[Provided entries — start]

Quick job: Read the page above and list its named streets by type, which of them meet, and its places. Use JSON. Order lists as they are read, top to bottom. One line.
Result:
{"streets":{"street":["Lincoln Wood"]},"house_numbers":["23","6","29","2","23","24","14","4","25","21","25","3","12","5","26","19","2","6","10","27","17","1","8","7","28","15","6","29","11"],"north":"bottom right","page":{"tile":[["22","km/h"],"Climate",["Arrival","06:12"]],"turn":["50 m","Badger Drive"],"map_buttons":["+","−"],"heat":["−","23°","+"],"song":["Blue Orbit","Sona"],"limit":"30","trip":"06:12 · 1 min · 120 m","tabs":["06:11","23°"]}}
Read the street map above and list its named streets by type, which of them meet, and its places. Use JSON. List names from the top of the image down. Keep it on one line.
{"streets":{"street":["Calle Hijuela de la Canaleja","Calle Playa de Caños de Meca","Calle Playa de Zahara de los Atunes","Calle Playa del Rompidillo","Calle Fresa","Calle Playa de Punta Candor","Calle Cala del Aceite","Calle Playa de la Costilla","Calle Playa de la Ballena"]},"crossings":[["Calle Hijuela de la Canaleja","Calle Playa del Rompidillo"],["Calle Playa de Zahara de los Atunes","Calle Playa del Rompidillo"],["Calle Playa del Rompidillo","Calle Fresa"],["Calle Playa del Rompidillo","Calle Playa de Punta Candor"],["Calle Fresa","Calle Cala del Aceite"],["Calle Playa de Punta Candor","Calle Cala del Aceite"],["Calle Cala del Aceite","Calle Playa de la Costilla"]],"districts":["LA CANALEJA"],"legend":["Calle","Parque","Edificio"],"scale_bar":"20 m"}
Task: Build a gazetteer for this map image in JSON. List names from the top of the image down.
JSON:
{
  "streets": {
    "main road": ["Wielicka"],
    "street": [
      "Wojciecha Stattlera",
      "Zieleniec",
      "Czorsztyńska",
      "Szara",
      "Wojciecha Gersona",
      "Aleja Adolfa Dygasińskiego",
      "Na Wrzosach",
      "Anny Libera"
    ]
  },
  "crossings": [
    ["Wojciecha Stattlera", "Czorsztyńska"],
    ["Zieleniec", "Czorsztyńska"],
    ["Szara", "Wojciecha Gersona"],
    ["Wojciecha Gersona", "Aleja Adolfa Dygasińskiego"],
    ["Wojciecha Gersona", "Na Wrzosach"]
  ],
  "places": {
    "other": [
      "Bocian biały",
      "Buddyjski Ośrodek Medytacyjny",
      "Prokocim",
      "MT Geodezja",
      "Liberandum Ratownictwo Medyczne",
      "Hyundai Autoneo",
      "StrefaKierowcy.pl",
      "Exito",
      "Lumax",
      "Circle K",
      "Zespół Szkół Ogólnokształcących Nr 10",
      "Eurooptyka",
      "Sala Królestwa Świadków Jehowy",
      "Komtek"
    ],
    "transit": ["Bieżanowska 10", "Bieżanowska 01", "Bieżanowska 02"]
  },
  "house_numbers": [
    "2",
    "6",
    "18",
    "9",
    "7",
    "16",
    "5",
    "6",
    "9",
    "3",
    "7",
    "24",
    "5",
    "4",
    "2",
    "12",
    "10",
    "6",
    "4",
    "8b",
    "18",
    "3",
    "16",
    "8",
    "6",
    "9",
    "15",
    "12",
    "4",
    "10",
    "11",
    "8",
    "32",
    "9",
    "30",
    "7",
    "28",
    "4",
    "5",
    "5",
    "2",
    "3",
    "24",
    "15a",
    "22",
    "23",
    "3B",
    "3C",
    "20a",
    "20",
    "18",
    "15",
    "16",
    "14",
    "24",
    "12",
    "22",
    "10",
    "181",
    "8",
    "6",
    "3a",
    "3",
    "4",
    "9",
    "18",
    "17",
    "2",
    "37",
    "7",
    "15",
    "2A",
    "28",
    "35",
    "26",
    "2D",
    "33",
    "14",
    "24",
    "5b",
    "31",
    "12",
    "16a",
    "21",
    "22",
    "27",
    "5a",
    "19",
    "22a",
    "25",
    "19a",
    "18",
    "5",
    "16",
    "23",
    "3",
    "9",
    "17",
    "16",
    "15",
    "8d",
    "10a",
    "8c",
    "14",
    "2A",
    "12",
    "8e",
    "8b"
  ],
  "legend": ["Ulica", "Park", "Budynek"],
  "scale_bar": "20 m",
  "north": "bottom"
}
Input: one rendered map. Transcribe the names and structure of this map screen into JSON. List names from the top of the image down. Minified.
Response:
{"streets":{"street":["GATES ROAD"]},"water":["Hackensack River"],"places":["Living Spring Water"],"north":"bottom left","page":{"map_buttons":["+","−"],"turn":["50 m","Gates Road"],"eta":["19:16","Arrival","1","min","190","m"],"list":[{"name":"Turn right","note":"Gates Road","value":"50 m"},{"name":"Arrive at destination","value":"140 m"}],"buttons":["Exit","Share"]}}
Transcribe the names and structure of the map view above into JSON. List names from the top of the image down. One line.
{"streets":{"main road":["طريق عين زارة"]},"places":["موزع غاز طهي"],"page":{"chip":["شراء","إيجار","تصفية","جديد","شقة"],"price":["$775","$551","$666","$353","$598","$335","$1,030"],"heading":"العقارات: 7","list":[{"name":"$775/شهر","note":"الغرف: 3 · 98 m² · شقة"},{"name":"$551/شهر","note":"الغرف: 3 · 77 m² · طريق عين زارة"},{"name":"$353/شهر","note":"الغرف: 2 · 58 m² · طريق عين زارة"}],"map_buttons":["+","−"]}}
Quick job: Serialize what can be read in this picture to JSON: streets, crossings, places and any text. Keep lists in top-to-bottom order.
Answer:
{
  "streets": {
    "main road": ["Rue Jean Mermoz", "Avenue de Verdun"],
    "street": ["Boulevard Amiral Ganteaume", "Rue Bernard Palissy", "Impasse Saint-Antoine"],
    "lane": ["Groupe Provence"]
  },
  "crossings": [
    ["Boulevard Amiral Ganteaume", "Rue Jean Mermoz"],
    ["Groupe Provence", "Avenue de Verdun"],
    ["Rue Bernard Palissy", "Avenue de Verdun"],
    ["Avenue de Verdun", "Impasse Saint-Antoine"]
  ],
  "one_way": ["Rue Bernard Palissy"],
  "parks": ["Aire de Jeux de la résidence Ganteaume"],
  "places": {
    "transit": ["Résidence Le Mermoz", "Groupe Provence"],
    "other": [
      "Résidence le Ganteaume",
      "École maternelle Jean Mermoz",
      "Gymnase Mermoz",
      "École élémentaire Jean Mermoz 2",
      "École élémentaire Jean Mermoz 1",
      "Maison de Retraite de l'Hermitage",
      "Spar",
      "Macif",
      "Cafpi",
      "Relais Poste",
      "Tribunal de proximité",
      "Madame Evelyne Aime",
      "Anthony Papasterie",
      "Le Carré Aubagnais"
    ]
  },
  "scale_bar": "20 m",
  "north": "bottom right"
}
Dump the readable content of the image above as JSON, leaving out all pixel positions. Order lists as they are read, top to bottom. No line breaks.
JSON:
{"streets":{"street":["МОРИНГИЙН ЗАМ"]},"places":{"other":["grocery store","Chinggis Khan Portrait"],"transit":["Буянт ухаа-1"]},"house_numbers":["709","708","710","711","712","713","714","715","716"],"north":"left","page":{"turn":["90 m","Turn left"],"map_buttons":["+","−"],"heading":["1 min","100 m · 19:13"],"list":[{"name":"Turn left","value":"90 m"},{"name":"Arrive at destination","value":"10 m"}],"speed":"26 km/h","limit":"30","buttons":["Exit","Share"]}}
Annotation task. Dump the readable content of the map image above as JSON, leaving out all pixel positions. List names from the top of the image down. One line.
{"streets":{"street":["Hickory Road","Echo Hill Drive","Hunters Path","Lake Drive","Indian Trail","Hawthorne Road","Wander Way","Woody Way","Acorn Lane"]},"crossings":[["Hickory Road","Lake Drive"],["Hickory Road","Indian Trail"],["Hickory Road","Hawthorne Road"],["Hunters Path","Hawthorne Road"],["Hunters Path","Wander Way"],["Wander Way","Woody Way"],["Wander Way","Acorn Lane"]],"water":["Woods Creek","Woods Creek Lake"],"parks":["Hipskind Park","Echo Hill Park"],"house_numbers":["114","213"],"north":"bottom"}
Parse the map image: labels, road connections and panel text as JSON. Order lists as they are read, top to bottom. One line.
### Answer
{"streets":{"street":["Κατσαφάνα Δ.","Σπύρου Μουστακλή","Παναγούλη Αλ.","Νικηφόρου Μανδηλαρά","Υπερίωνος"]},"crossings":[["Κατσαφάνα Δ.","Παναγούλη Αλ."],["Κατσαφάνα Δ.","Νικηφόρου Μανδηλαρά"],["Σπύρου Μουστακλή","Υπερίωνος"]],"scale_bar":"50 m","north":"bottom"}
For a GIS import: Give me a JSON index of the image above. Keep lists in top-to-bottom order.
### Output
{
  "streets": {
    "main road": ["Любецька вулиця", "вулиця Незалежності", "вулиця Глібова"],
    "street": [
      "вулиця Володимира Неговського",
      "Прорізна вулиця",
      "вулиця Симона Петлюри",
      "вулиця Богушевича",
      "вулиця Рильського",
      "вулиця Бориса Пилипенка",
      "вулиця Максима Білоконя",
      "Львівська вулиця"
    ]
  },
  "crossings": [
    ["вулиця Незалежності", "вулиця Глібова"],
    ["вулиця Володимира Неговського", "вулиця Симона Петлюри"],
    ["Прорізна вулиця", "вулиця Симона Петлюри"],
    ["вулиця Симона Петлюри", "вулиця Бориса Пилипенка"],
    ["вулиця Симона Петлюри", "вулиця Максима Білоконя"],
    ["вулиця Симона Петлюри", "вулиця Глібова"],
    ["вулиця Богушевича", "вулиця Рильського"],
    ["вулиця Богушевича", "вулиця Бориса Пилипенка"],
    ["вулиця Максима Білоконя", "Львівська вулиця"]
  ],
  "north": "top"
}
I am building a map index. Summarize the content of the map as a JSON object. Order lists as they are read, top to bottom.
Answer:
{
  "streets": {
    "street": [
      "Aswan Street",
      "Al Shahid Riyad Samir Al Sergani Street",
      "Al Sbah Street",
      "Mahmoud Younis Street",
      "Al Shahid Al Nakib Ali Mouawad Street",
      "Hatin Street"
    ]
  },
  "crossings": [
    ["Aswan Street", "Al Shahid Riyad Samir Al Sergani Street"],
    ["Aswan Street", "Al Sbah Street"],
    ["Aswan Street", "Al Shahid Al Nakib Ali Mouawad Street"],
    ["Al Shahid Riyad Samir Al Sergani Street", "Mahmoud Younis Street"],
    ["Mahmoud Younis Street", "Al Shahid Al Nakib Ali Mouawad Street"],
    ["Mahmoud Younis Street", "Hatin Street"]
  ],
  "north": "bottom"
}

[Provided entries — finish]

- Task instructions -
Wherever the string "Quick" appears in the entries, copy that line.

- Answer to the problem -
Quick job: Read the page above and list its named streets by type, which of them meet, and its places. Use JSON. Order lists as they are read, top to bottom. One line.
Quick job: Serialize what can be read in this picture to JSON: streets, crossings, places and any text. Keep lists in top-to-bottom order.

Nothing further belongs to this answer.